Florida Legal Topics

Daytona Beach Legal News - Insurance

The Law Office of Paul Bernardini

Insurance - Personal Injury Protection

Extended PIP provision of policy was ambiguous as to whether insurer's liability for extended PIP benefits was limited to $10,000 or whether insurer was required to pay all insured's medical expenses without limitation. Because ambiguity must be construed against insurer as drafter of policy, trial court erred in entering summary judgment for insurer in insured's declaratory judgment action, finding that extended PIP coverage only allows for recovery of medical expenses until $10,000 limit is reached. Spaid v. Integon Indemnity Corp., 39 Fla. L. Weekly D1299 (1st DCA opinion filed June 18, 2014.)

Dog Bites - Insurance Claim - One Occurrence or Two Occurrences?

Homeowner's dog attacks two guests.

In Maddox v. Florida Farm Bureau, 39 FLW D162, the insurance policy provided $100,000 limits for each occurrence. Two people were attacked by a dog almost at the same time. The insurance company argued that the attacks were simply one occurrence since the attacks occurred in the same room at about the same time. The Fifth District Court of Appeal held that there were two separate occurrence and therefore, $100,000 in coverage applied to two separate occurrences for a total of $200,000 instead of $100,000.

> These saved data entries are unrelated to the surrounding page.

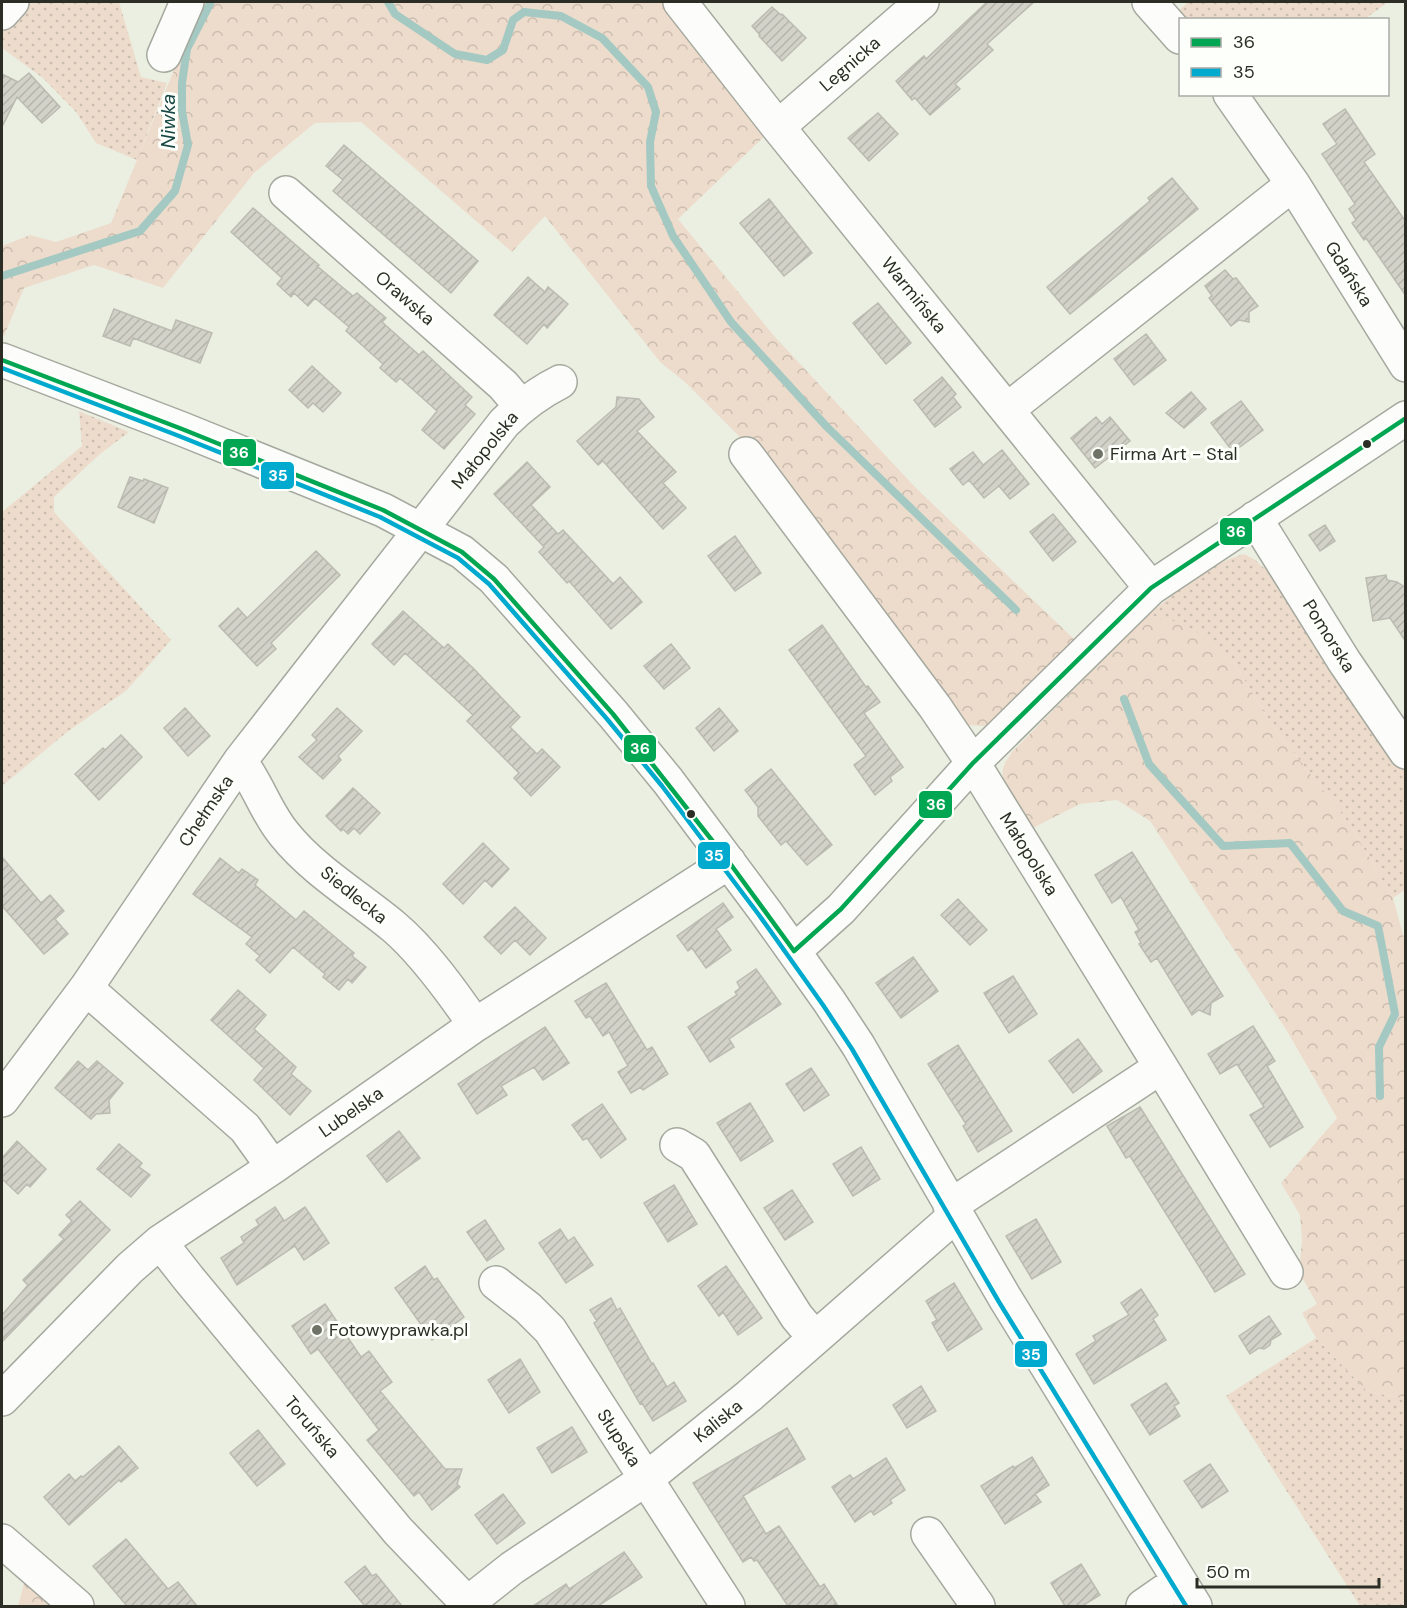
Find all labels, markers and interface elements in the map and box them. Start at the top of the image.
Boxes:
legend [1179,18,1389,96]
text: 36 [1233,30,1255,54]
street label: Legnicka [815,31,885,97]
text: 35 [1233,60,1255,84]
water label: Niwka [155,94,181,148]
street label: Gdańska [1320,237,1378,311]
street label: Warmińska [876,252,952,338]
street label: Orawska [370,265,440,331]
street label: Małopolska [446,406,524,494]
line badge: 36 [222,438,257,467]
unlabelled marker [1361,438,1373,450]
text: 36 [229,442,249,463]
place label: Firma Art - Stal [1110,442,1238,466]
marker: Firma Art - Stal [1091,447,1105,461]
line badge: 35 [260,461,295,490]
text: 35 [268,465,288,486]
line badge: 36 [1219,517,1253,546]
text: 36 [1226,521,1246,542]
street label: Pomorska [1297,595,1361,677]
line badge: 36 [623,734,657,763]
text: 36 [630,738,650,759]
street label: Chełmska [173,770,239,852]
line badge: 36 [918,790,953,819]
text: 36 [926,794,946,815]
unlabelled marker [685,808,697,820]
street label: Małopolska [994,808,1064,900]
line badge: 35 [697,841,731,870]
text: 35 [704,845,724,866]
street label: Siedlecka [316,861,392,929]
street label: Lubelska [314,1081,388,1143]
place label: Fotowyprawka.pl [329,1318,468,1342]
marker: Fotowyprawka.pl [310,1323,324,1337]
line badge: 35 [1014,1340,1048,1368]
text: 35 [1021,1344,1041,1365]
street label: Toruńska [279,1391,345,1463]
street label: Kaliska [689,1394,747,1448]
street label: Słupska [591,1404,647,1472]
scale bar [1197,1551,1378,1589]
text: 50 m [1206,1560,1250,1584]

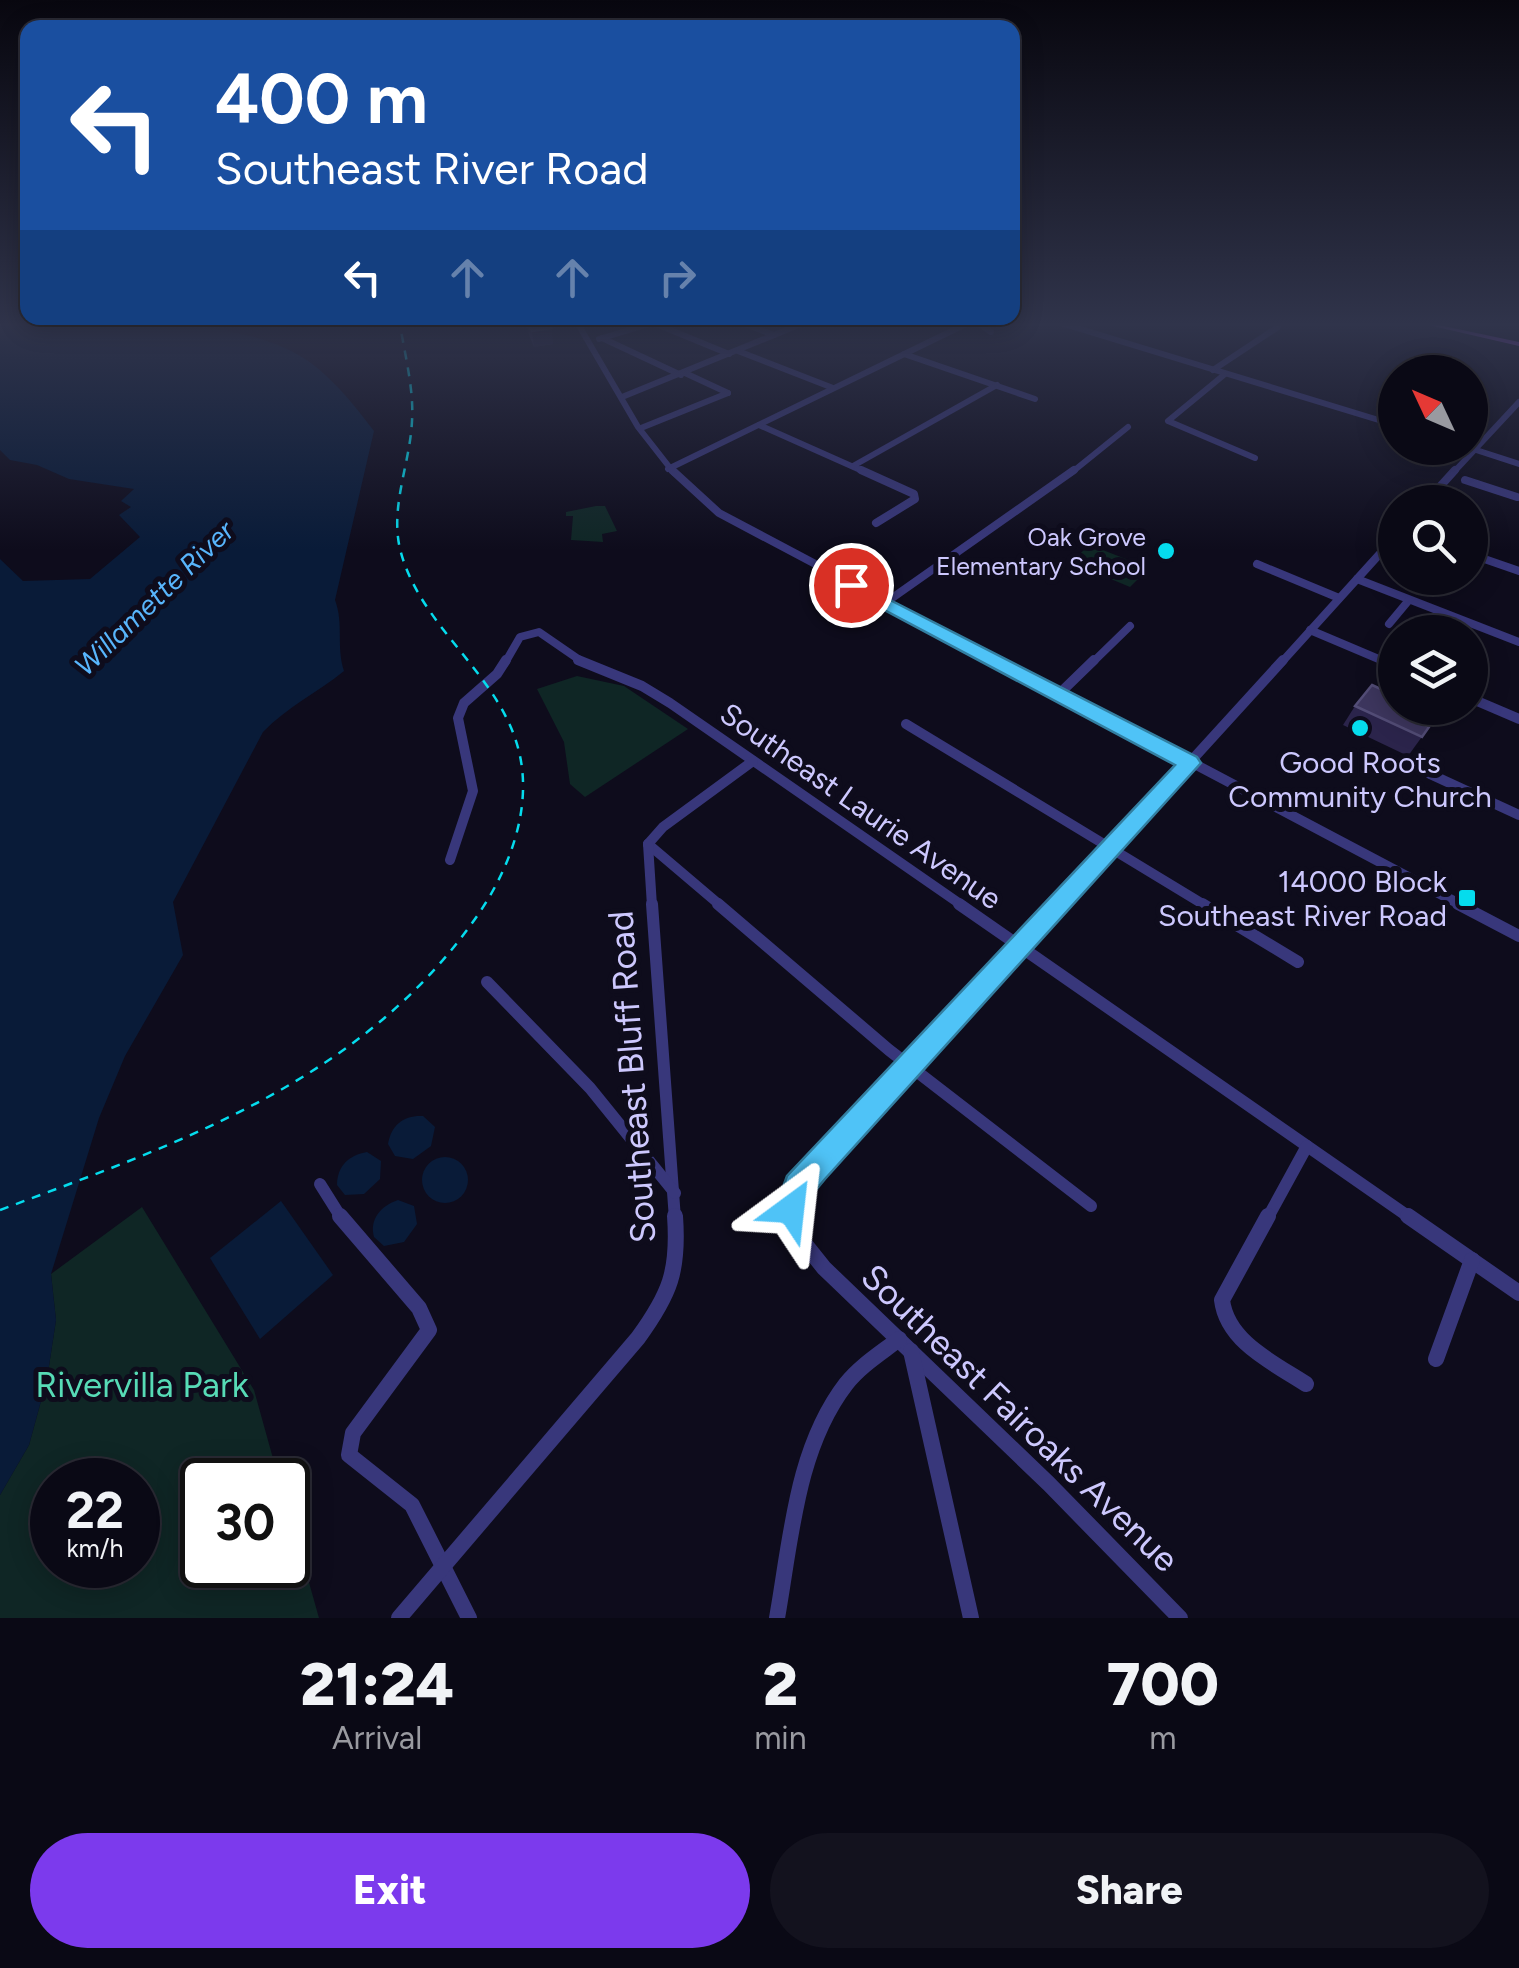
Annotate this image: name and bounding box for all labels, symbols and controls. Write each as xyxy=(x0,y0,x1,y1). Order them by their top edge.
text: 400 m xyxy=(215,56,428,141)
icon: left xyxy=(50,60,180,190)
text: Southeast River Road xyxy=(215,141,649,195)
icon: left xyxy=(335,250,390,305)
icon: ahead xyxy=(440,250,495,305)
icon: ahead xyxy=(545,250,600,305)
icon: right xyxy=(650,250,705,305)
north arrow xyxy=(1378,355,1488,465)
map controls xyxy=(1378,355,1488,725)
button: search xyxy=(1378,485,1488,595)
water label: Willamette River xyxy=(67,512,242,683)
place label: Oak Grove Elementary School xyxy=(936,522,1146,581)
marker: Oak Grove Elementary School xyxy=(1155,540,1177,562)
pin xyxy=(809,543,894,628)
icon: arrive xyxy=(824,558,879,613)
button: layers xyxy=(1378,615,1488,725)
street label: Southeast Laurie Avenue xyxy=(713,695,1009,917)
marker: Good Roots Community Church xyxy=(1349,717,1371,739)
place label: Good Roots Community Church xyxy=(1228,744,1492,815)
place label: 14000 Block Southeast River Road xyxy=(1158,863,1447,934)
marker: 14000 Block Southeast River Road xyxy=(1456,887,1478,909)
street label: Southeast Bluff Road xyxy=(599,909,665,1245)
position arrow xyxy=(739,1157,843,1261)
street label: Southeast Fairoaks Avenue xyxy=(853,1256,1187,1580)
park label: Rivervilla Park xyxy=(35,1364,249,1406)
speed limit sign: 30 xyxy=(180,1458,310,1588)
text: 22 xyxy=(66,1480,124,1541)
text: km/h xyxy=(66,1533,124,1563)
text: 21:24 xyxy=(300,1648,454,1720)
text: 2 xyxy=(763,1648,798,1720)
text: 700 xyxy=(1107,1648,1219,1720)
text: Arrival xyxy=(332,1719,422,1757)
text: min xyxy=(754,1719,807,1757)
text: m xyxy=(1149,1719,1176,1757)
button: Exit xyxy=(30,1833,750,1948)
button: Share xyxy=(770,1833,1489,1948)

Liability Insurance - Automobile

A leased golf cart that has been modified to exceed a speed of 20 miles per hour may sometimes fall within the statutory definition of a low speed vehicle and as such, can be insured pursuant to the Florida Financial Responsibility Law. Angelotta v. Security National Insurance, Fifth District Court of Appeal, July 5, 2013, 38 FLW D1477.

Attorney's fees awarded from Florida Insurance Guarantee Association

Another case involving attorney's fees was decided in favor of the claimant. The claimant was allowed to receive his attorney's fees from the Florida Insurance Guarantee Association. This is pretty rare. Although insurance companies are generally responsible for the attorney's fees of the successful party that sues them, the Florida Insurance Guarantee Association is usually immune from that rule. However, in Rahabi v. Florida Insurance Guarantee Association, 36 Fla. L. Weekly D2259, decided by Fourth District, the Court of Appeals held that the fact that the FIGA denied that the insured’' damages were caused by a covered loss in their answer and set forth other equivalent defenses allowed the claimant to obtain the insurance fees against the defendant.

Insurance & municipal liability

An interesting case concerning the non-joinder of insurance companies and the limitations of municipal liability is State National Insurance Company v. Robert, 36 Fla. L. Weekly D2257. This case dealt with a motor vehicle accident against the City of Hollywood. Florida law set forth in Florida Statute 768.285(5), Florida Statutes (2006), provides that cities and other government entities immunity is waived up to $200,000.00 absent a special claims bill from the Florida legislature. This case deals with the interplay of that immunity and the law on the joinder of the city's insurance company pursuant to Florida Statute 627.4136(1)(4) (2006). Generally, it is very important to know this. No matter what you see on television or hear on the radio, a city, county, hospital or any governmental entity cannot be liable for more than $200,000.00 to any person absent a special law passed by the Florida legislature.

Compulsory medical examination by insurance companies; Nursing home cases

A good case when you have a compulsory medical examination by the insurance company in Cascanet v. Allen, 36 FL W D 1776A ( 51h DCA Fla.). In that case, the insurance company doctor examined the plaintiff. The Court held that the insurance company doctor must list all major conclusions of the examining expert. The doctor indicated that the plaintiff was injured and that the pain was likely caused by the accident. Later, the doctor wanted to say that many studies indicated that the injury would heal itself and the Fifth District Court of Appeals said that the doctor was not allowed to do that unless he listed such a conclusion in his examining report.